Once the images are set aside, print the remaining lines below exactly.

━━ DATA RECORDS

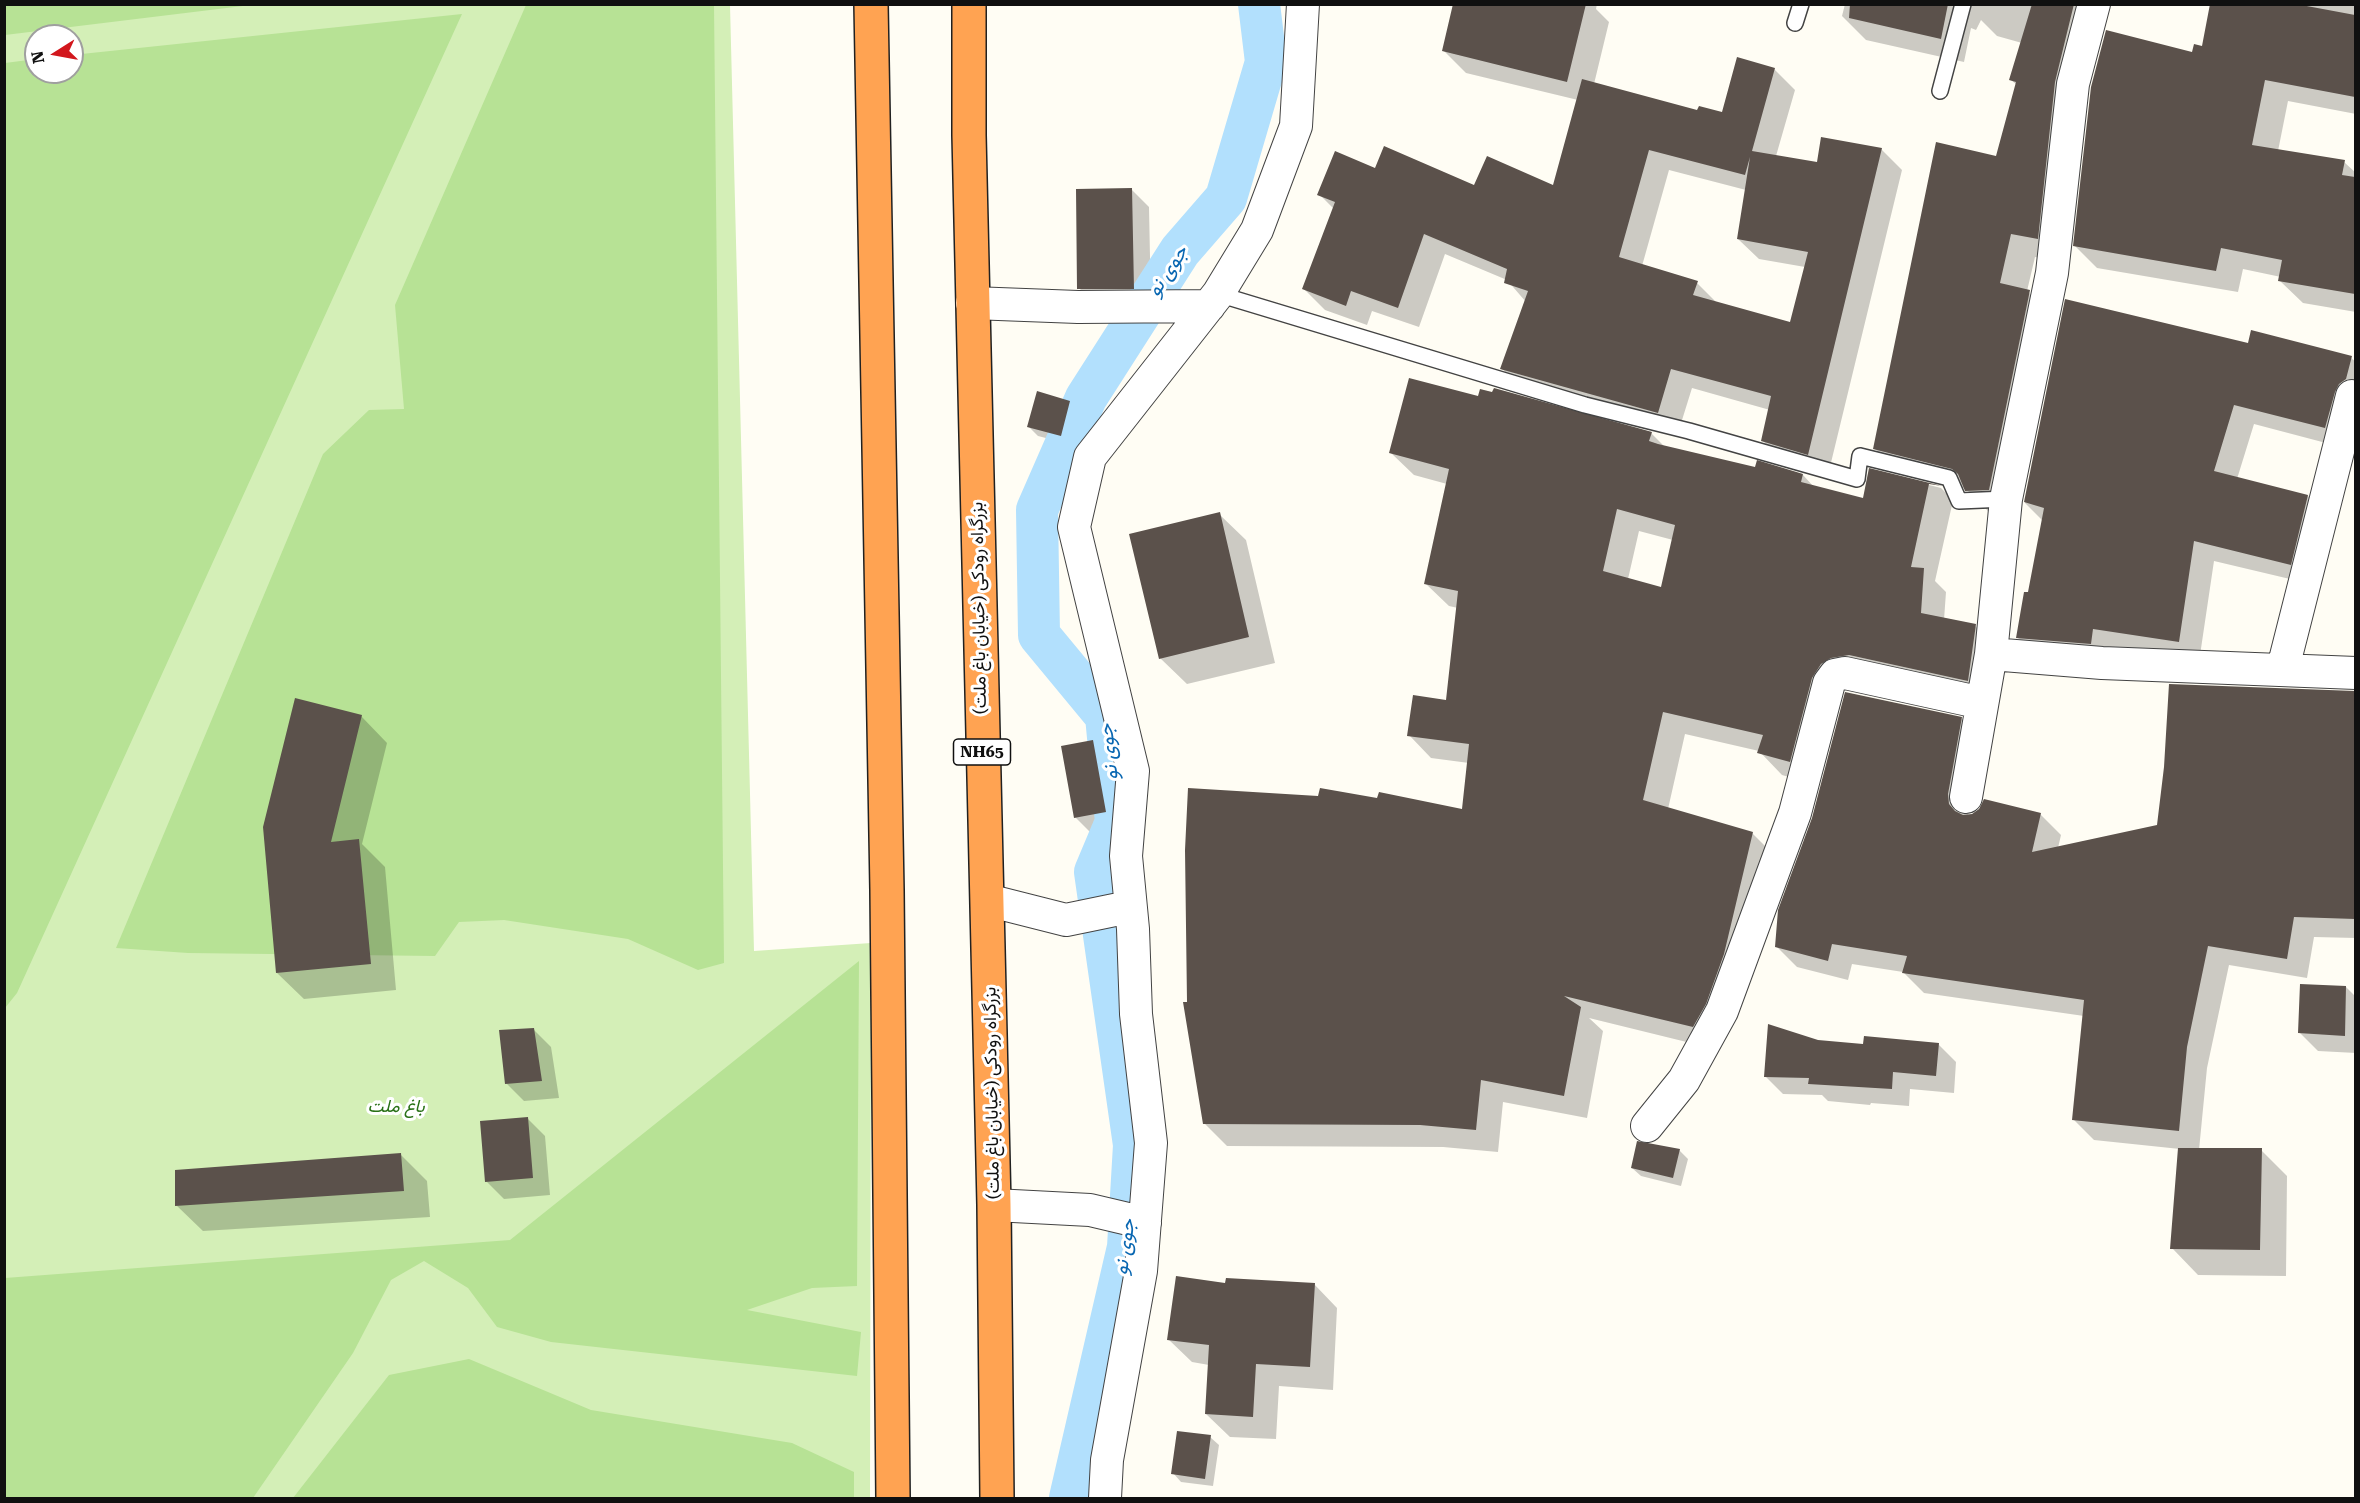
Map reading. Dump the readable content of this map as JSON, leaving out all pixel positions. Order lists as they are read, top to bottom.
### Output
{
  "streets": {
    "highway": ["بزرگراه رودکی (خیابان باغ ملت)", "NH65"]
  },
  "water": ["جوی نو"],
  "parks": ["باغ ملت"],
  "north": "left"
}
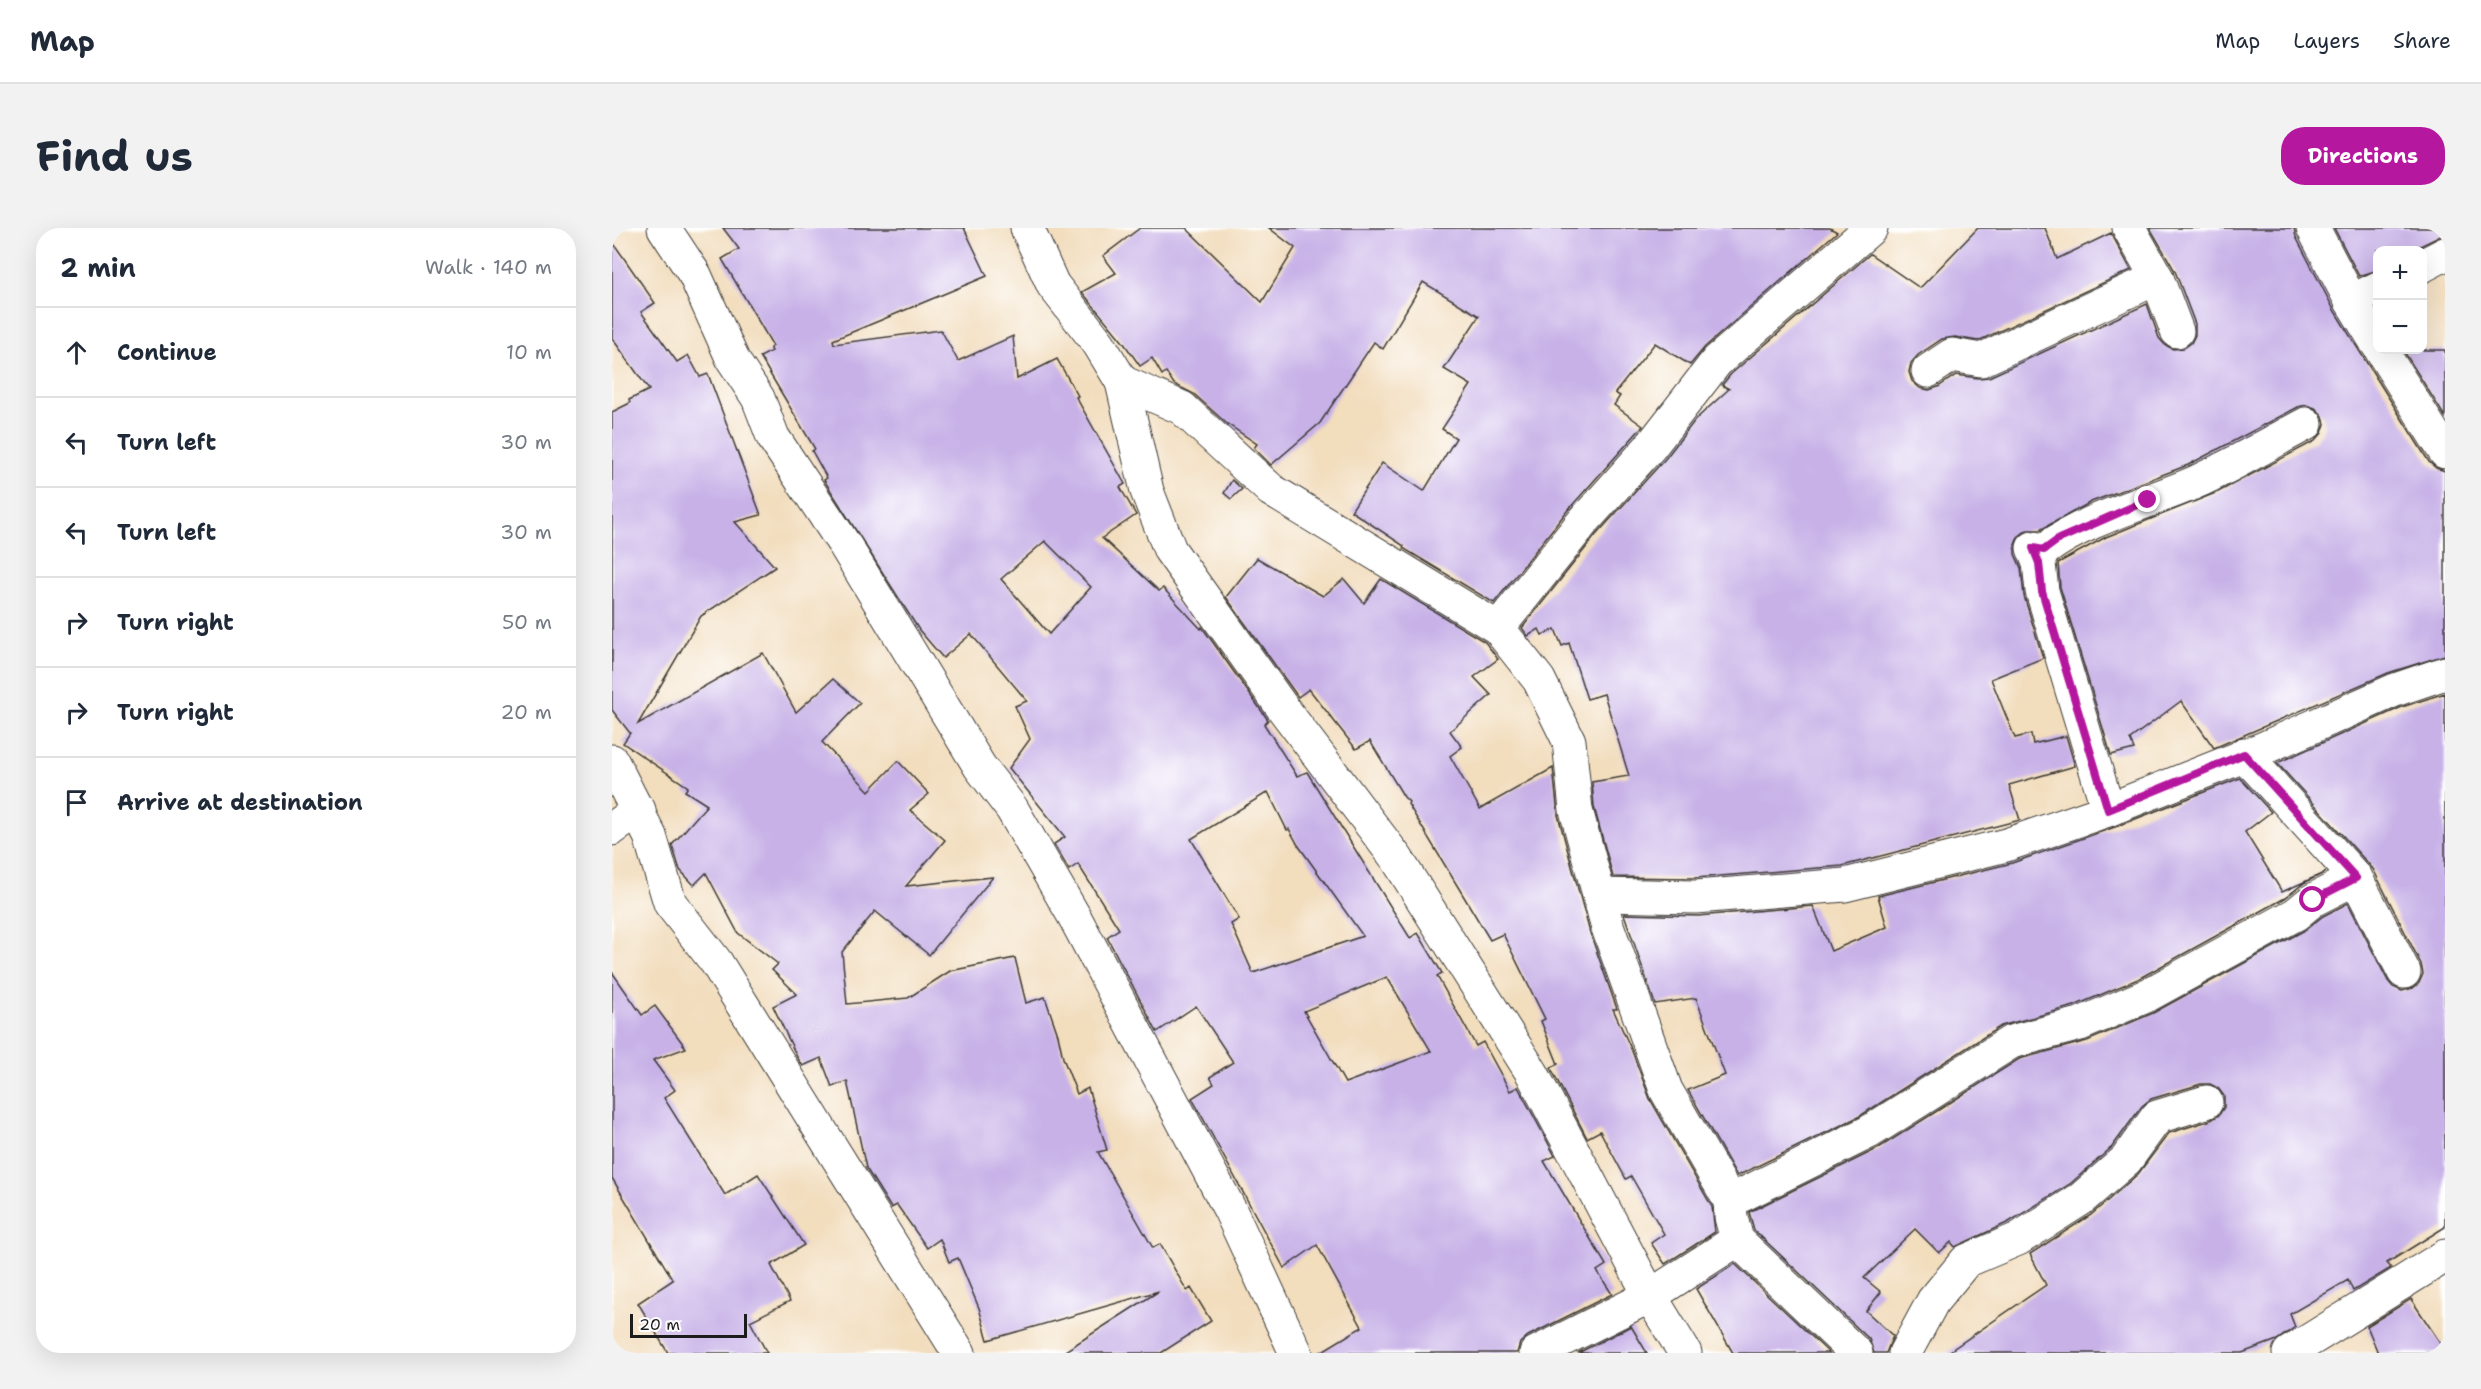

━━━━

TASK RESULT ▸
Map reading. Dump the readable content of this map as JSON, leaving out all pixel positions. Order lists as they are read, top to bottom.
### Output
{
  "streets": {
    "highway": ["بزرگراه رودکی (خیابان باغ ملت)", "NH65"]
  },
  "water": ["جوی نو"],
  "parks": ["باغ ملت"],
  "north": "left"
}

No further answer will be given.